Centre de Recherche en Infectiologie, Université Laval, Québec, Canada.
PLoS Negl Trop Dis. 2012;6(2):e1512. doi: 10.1371/journal.pntd.0001512. Epub 2012 Feb 14.
Miltefosine (MF) is the first oral compound used in the chemotherapy against leishmaniasis. Since the mechanism of action of this drug and the targets of MF in Leishmania are unclear, we generated in a step-by-step manner Leishmania major promastigote mutants highly resistant to MF. Two of the mutants were submitted to a short-read whole genome sequencing for identifying potential genes associated with MF resistance.
METHODS/PRINCIPAL FINDINGS: Analysis of the genome assemblies revealed several independent point mutations in a P-type ATPase involved in phospholipid translocation. Mutations in two other proteins-pyridoxal kinase and α-adaptin like protein-were also observed in independent mutants. The role of these proteins in the MF resistance was evaluated by gene transfection and gene disruption and both the P-type ATPase and pyridoxal kinase were implicated in MF susceptibility. The study also highlighted that resistance can be highly heterogeneous at the population level with individual clones derived from this population differing both in terms of genotypes but also susceptibility phenotypes.

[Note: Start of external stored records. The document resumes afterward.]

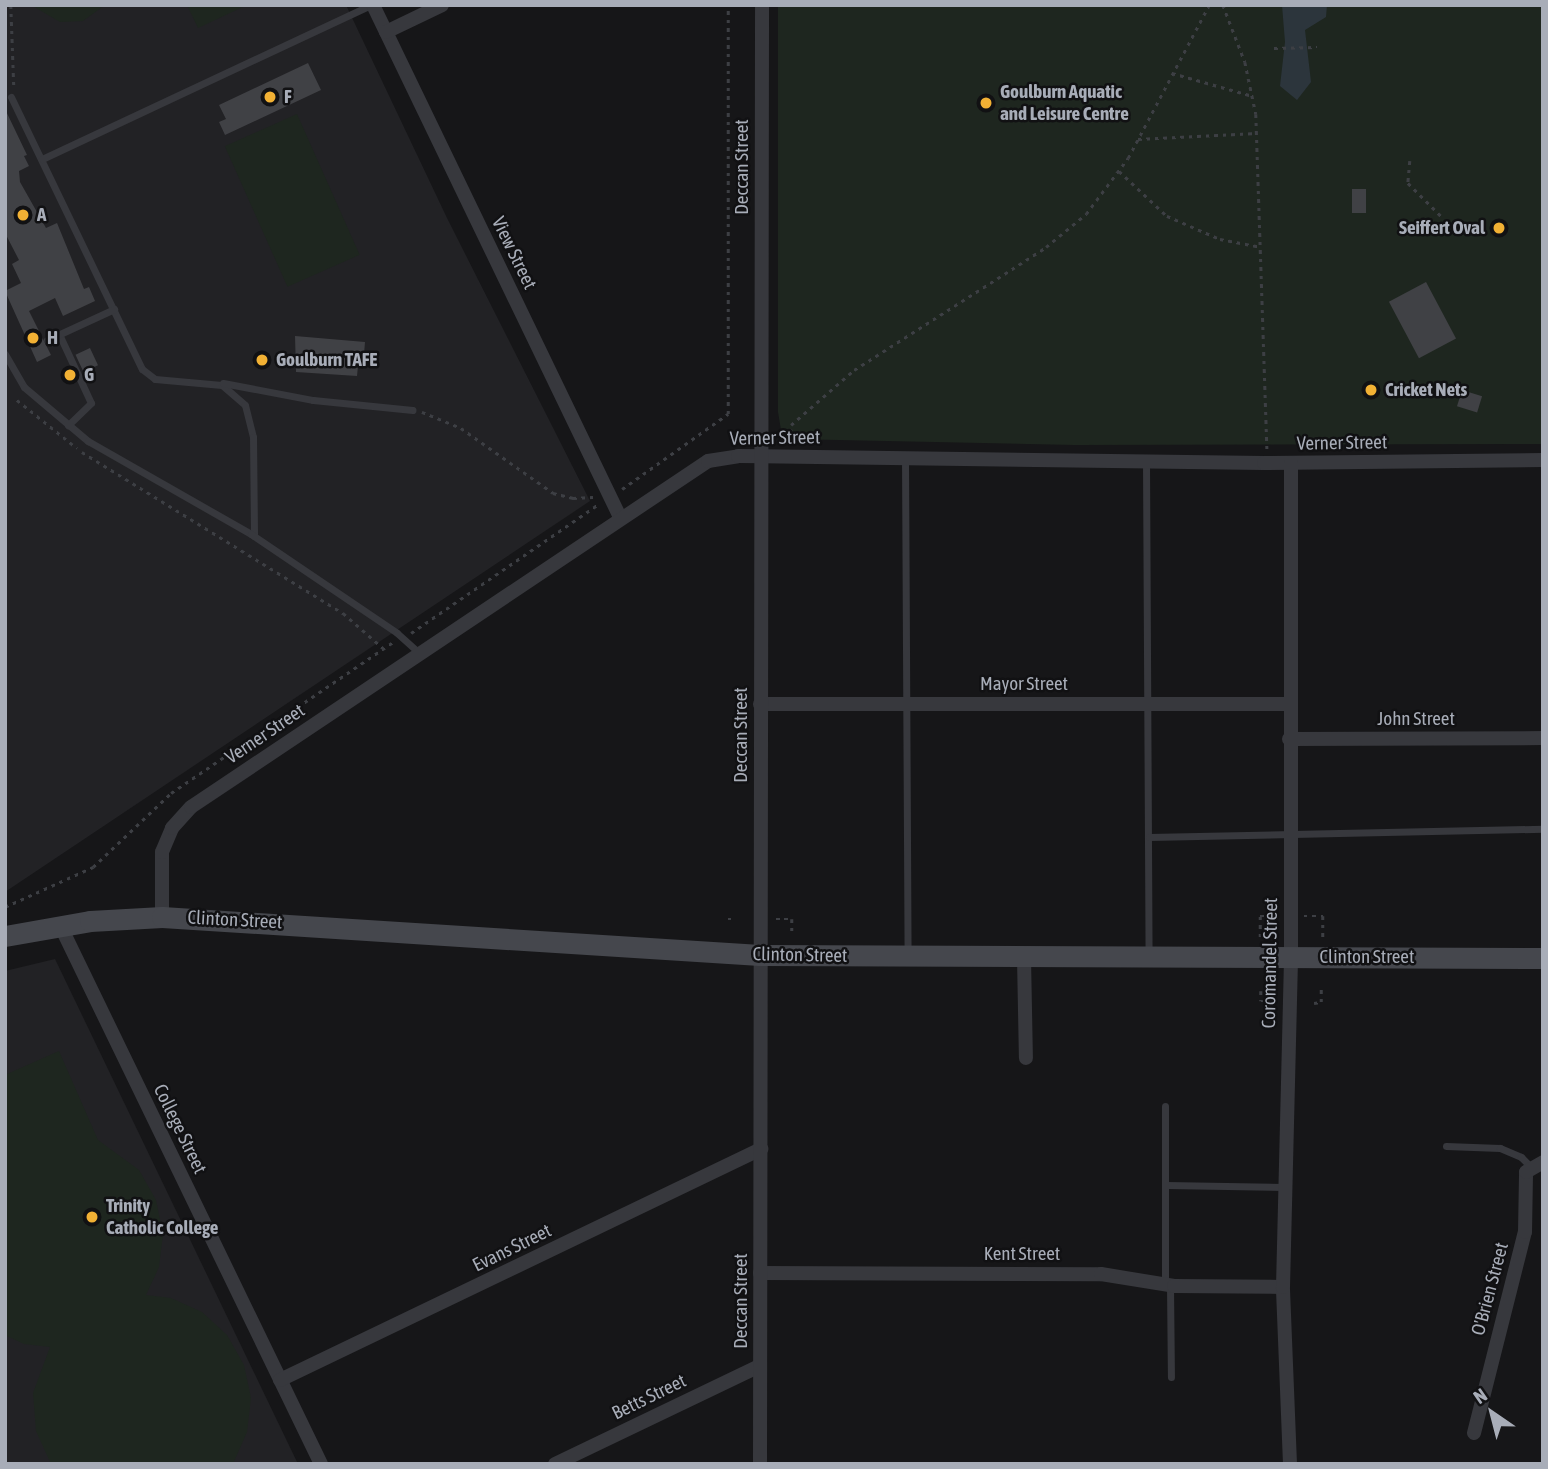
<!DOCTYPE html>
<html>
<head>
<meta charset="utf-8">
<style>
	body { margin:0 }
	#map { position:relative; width:1548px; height:1469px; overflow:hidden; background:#161618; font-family:"Asap Condensed",sans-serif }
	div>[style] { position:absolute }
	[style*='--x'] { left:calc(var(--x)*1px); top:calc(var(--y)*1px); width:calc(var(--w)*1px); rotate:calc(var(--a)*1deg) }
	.built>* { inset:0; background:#222225 }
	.green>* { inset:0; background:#1e261f; transform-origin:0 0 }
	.water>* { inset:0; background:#2c353c }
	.building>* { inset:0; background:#404145; transform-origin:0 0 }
	.path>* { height:2.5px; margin-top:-1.25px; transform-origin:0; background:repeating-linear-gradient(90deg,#3d3f44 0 3.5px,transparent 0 8.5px) }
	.lane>* { height:7px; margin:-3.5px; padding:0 3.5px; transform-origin:3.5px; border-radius:3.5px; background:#37383d }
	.street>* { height:14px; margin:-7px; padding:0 7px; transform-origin:7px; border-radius:7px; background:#37383d }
	.secondary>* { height:21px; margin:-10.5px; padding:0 10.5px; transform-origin:10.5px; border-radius:10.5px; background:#45474d }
	.dots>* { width:19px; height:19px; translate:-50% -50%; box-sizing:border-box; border:4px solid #111113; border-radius:50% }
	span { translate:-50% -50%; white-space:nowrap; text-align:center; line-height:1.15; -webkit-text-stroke:5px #111113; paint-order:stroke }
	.poi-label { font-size:19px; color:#a8adb8; font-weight:700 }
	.left { translate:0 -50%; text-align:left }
	.right { translate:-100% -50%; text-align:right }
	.street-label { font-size:19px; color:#a8adb8 }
	.frame { position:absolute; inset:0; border:7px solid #a8adb8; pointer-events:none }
	.north { position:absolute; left:1457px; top:1378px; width:70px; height:70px; -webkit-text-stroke:5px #111113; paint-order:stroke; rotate:325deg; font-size:19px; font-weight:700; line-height:28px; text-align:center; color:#a8adb8 }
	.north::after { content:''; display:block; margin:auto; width:24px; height:32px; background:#a8adb8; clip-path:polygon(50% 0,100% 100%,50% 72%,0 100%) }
</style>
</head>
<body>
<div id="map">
	<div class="built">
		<div style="clip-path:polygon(5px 5px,346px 5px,447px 218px,590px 501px,5px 892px)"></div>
		<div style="clip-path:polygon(55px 959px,298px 1464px,5px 1464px,5px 971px)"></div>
	</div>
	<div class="green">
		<div style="clip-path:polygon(31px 5px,105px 5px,83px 21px,60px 22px)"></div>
		<div style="clip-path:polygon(187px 5px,247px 5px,198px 28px)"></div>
		<div style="clip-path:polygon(778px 5px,1543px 5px,1543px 444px,1075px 445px,790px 439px,781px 430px,778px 412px)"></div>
		<div style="left:297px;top:114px;width:154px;height:79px;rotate:66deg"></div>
		<div style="clip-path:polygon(59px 1051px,98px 1140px,139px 1170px,156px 1200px,163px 1234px,159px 1267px,146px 1295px,171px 1298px,202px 1312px,227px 1335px,244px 1365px,251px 1398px,247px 1432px,233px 1464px,51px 1464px,36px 1431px,33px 1393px,50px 1347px,24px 1344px,5px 1335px,5px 1075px)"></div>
	</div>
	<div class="water">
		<div style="clip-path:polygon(1282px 5px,1327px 5px,1326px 17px,1305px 30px,1311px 82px,1297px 100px,1280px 86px,1285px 42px)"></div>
	</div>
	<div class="building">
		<div style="clip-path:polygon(308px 63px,321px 90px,225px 135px,219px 122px,226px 119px,219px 105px)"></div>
		<div style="clip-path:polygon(5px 109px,27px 155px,24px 156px,29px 166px,19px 171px,20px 182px,46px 228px,57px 223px,84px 289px,89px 287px,95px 301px,63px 316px,55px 298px,29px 311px,51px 355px,37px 362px,5px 291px,21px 283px,12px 264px,19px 260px,5px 233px)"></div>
		<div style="left:1352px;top:189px;width:14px;height:24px"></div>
		<div style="left:1426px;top:282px;width:64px;height:42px;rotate:62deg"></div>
		<div style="clip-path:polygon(295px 336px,365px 342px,363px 367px,358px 366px,357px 376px,296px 372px)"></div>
		<div style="left:90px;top:348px;width:19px;height:16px;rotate:65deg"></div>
		<div style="left:1462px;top:390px;width:21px;height:17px;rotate:17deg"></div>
	</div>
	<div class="path">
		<div style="--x:11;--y:5;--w:82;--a:87.9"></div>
		<div style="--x:1223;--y:5;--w:61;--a:68.9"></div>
		<div style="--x:1245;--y:62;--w:53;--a:78.1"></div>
		<div style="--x:1256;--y:114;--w:336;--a:88.1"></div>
		<div style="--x:1274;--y:48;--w:43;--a:-1.3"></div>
		<div style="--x:1172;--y:73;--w:84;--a:15.9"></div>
		<div style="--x:1138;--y:139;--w:119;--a:-2.9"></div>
		<div style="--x:1410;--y:161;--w:22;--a:95"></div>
		<div style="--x:1408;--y:183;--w:47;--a:45"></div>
		<div style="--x:1119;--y:171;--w:66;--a:43.2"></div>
		<div style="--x:1167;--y:216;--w:58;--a:23.5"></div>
		<div style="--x:1220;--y:239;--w:42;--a:11"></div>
		<div style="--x:17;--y:400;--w:77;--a:38.7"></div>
		<div style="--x:422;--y:412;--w:42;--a:22.3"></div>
		<div style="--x:461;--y:428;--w:113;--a:35.2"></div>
		<div style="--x:553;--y:493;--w:21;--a:14"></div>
		<div style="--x:573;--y:498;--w:20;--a:-3"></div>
		<div style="--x:791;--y:425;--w:84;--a:-41.1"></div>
		<div style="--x:854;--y:370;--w:228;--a:-32.6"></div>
		<div style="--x:1046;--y:247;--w:52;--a:-39.5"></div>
		<div style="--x:1086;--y:214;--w:70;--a:-53.1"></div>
		<div style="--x:1128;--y:158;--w:173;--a:-62.1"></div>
		<div style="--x:787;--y:437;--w:9;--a:-63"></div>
		<div style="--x:82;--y:452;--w:307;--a:31.7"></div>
		<div style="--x:343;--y:613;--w:53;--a:41.2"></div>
		<div style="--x:622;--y:489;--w:130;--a:-35.3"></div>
		<div style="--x:728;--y:414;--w:409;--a:-90"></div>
		<div style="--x:411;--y:633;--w:228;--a:-34.5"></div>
		<div style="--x:5;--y:907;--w:97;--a:-24.4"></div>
		<div style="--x:93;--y:867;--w:108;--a:-43.5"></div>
		<div style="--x:171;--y:793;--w:268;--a:-34.2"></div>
		<div style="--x:1304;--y:916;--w:19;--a:0"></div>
		<div style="--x:1323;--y:916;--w:22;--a:90"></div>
		<div style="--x:728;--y:919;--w:8;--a:0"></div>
		<div style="--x:776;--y:919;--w:16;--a:0"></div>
		<div style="--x:792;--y:919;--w:16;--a:90"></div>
		<div style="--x:1260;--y:937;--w:21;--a:-90"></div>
		<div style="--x:1260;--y:916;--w:15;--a:0"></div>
		<div style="--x:1261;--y:991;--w:10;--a:90"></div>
		<div style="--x:1261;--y:1001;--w:5;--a:0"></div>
		<div style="--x:1314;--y:1003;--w:7;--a:-8"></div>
		<div style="--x:1321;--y:1002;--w:14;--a:-90"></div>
	</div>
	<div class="lane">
		<div style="--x:11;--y:97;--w:302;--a:64.3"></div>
		<div style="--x:142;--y:369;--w:16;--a:38"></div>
		<div style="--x:155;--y:379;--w:67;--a:5.1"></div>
		<div style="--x:222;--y:385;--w:30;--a:41"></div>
		<div style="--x:245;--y:405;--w:33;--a:76"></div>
		<div style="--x:253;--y:437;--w:99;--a:89.4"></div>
		<div style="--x:42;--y:159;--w:363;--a:-25.1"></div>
		<div style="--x:59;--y:334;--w:76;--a:65.1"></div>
		<div style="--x:91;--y:403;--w:32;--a:136"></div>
		<div style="--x:47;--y:340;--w:74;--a:-24.8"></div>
		<div style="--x:5;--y:354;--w:38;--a:60"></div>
		<div style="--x:24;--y:387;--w:84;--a:40.2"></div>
		<div style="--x:88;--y:441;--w:188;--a:29.7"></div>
		<div style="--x:251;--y:534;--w:176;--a:34.1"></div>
		<div style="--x:397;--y:633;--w:31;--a:42"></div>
		<div style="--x:223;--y:383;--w:92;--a:10.7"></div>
		<div style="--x:313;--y:400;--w:100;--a:5.8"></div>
		<div style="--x:905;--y:457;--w:495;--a:89.7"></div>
		<div style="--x:1146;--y:461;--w:492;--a:89.7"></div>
		<div style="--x:1149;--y:837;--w:394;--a:-1.2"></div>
		<div style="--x:1446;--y:1146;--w:54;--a:2.1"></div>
		<div style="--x:1500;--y:1148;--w:23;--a:23"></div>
		<div style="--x:1521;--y:1157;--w:14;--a:45"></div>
		<div style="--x:1166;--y:1185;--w:118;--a:1"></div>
		<div style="--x:1165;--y:1284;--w:178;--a:-90"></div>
		<div style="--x:1170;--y:1286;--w:91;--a:89.4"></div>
	</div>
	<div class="street">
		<div style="--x:373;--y:5;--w:568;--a:64.25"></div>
		<div style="--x:386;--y:32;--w:62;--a:-25.7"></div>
		<div style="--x:760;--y:704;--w:529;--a:0"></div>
		<div style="--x:1289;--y:739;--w:254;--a:-0.2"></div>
		<div style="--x:162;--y:917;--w:65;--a:-90"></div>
		<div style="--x:162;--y:852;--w:26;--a:-67"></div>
		<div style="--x:172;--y:828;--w:28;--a:-48"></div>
		<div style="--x:191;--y:807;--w:622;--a:-33.79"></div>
		<div style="--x:708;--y:461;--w:30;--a:-9"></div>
		<div style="--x:738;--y:456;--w:526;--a:0.76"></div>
		<div style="--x:1264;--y:463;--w:279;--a:-0.6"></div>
		<div style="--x:60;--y:925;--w:599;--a:64.16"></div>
		<div style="--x:1024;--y:958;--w:100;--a:88.9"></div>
		<div style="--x:760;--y:1273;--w:341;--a:0.2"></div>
		<div style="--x:1101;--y:1274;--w:74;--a:9.3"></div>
		<div style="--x:1174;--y:1286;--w:109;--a:0.5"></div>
		<div style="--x:280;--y:1380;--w:534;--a:-25.65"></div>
		<div style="--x:1474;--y:1433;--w:207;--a:-75.8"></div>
		<div style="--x:1525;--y:1232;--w:60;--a:-89"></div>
		<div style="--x:1526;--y:1172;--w:20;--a:-30"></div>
		<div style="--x:555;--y:1464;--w:227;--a:-25.6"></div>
		<div style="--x:760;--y:1464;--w:1459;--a:-89.92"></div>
		<div style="--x:1290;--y:1464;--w:177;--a:-92.3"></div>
		<div style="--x:1283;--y:1287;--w:330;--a:-88.6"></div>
		<div style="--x:1291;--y:957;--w:494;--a:-90"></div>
	</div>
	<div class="secondary">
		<div style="--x:5;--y:936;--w:86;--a:-10"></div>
		<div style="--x:90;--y:921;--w:72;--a:-3.2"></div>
		<div style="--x:162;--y:917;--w:599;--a:3.64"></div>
		<div style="--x:760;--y:955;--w:783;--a:0.22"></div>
	</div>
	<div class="dots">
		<div style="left:270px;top:97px;background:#f2b134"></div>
		<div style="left:986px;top:103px;background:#f2b134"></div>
		<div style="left:23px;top:215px;background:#f2b134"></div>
		<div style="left:1499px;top:228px;background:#f2b134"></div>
		<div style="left:33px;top:338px;background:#f2b134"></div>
		<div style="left:262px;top:360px;background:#f2b134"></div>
		<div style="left:70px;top:375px;background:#f2b134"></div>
		<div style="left:1371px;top:390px;background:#f2b134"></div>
		<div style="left:92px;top:1217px;background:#f2b134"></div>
	</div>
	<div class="poi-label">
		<span class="left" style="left:1000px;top:103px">Goulburn Aquatic<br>and Leisure Centre</span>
		<span class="left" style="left:284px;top:97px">F</span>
		<span class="left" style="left:37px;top:215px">A</span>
		<span class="right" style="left:1485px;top:228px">Seiffert Oval</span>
		<span class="left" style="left:47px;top:338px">H</span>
		<span class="left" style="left:276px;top:360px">Goulburn TAFE</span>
		<span class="left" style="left:84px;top:375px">G</span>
		<span class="left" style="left:1385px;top:390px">Cricket Nets</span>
		<span class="left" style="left:106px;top:1217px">Trinity<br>Catholic College</span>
	</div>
	<div class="street-label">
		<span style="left:742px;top:167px;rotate:-90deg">Deccan Street</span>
		<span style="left:514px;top:253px;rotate:64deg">View Street</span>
		<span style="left:775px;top:438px;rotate:-1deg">Verner Street</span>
		<span style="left:1342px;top:443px;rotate:-1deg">Verner Street</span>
		<span style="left:1024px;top:684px">Mayor Street</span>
		<span style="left:1416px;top:719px">John Street</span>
		<span style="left:265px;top:734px;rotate:-34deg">Verner Street</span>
		<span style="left:741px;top:735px;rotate:-90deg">Deccan Street</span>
		<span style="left:235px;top:920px;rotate:3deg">Clinton Street</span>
		<span style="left:800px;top:955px;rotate:1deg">Clinton Street</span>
		<span style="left:1367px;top:957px">Clinton Street</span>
		<span style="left:1270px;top:963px;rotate:-89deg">Coromandel Street</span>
		<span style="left:180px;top:1129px;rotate:64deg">College Street</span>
		<span style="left:512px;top:1248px;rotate:-26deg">Evans Street</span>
		<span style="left:1022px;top:1254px">Kent Street</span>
		<span style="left:1490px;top:1289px;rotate:-75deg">O'Brien Street</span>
		<span style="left:741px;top:1301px;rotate:-90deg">Deccan Street</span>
		<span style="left:649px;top:1397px;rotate:-26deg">Betts Street</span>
	</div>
	<div class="frame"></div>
	<div class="north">N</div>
</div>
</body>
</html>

CONCLUSIONS/SIGNIFICANCE: Whole genome sequencing was used to pinpoint known and new resistance markers associated with MF resistance in the protozoan parasite Leishmania. The study also demonstrated the polyclonal nature of a resistant population with individual cells with varying susceptibilities and genotypes.
米替福新(MF)是第一种用于治疗利什曼病的化疗口服化合物。由于该药物的作用机制和 MF 在利什曼原虫中的靶点尚不清楚,我们逐步生成了对 MF 高度耐药的大丽轮枝菌前鞭毛体突变体。其中两个突变体进行了短读长全基因组测序,以鉴定与 MF 耐药相关的潜在基因。
方法/主要发现:对基因组组装的分析显示,参与磷脂转运的 P 型 ATP 酶中存在几个独立的点突变。在两个独立的突变体中还观察到另两种蛋白-吡哆醛激酶和α衔接蛋白样蛋白的突变。通过基因转染和基因敲除评估这些蛋白在 MF 耐药性中的作用,发现 P 型 ATP 酶和吡哆醛激酶都与 MF 易感性有关。该研究还强调,耐药性在群体水平上可能高度异质,从该群体中衍生的单个克隆在基因型和敏感性表型方面都存在差异。
结论/意义:全基因组测序用于确定与原生动物寄生虫利什曼原虫中 MF 耐药性相关的已知和新的耐药标记。该研究还证明了耐药群体的多克隆性质,单个细胞具有不同的敏感性和基因型。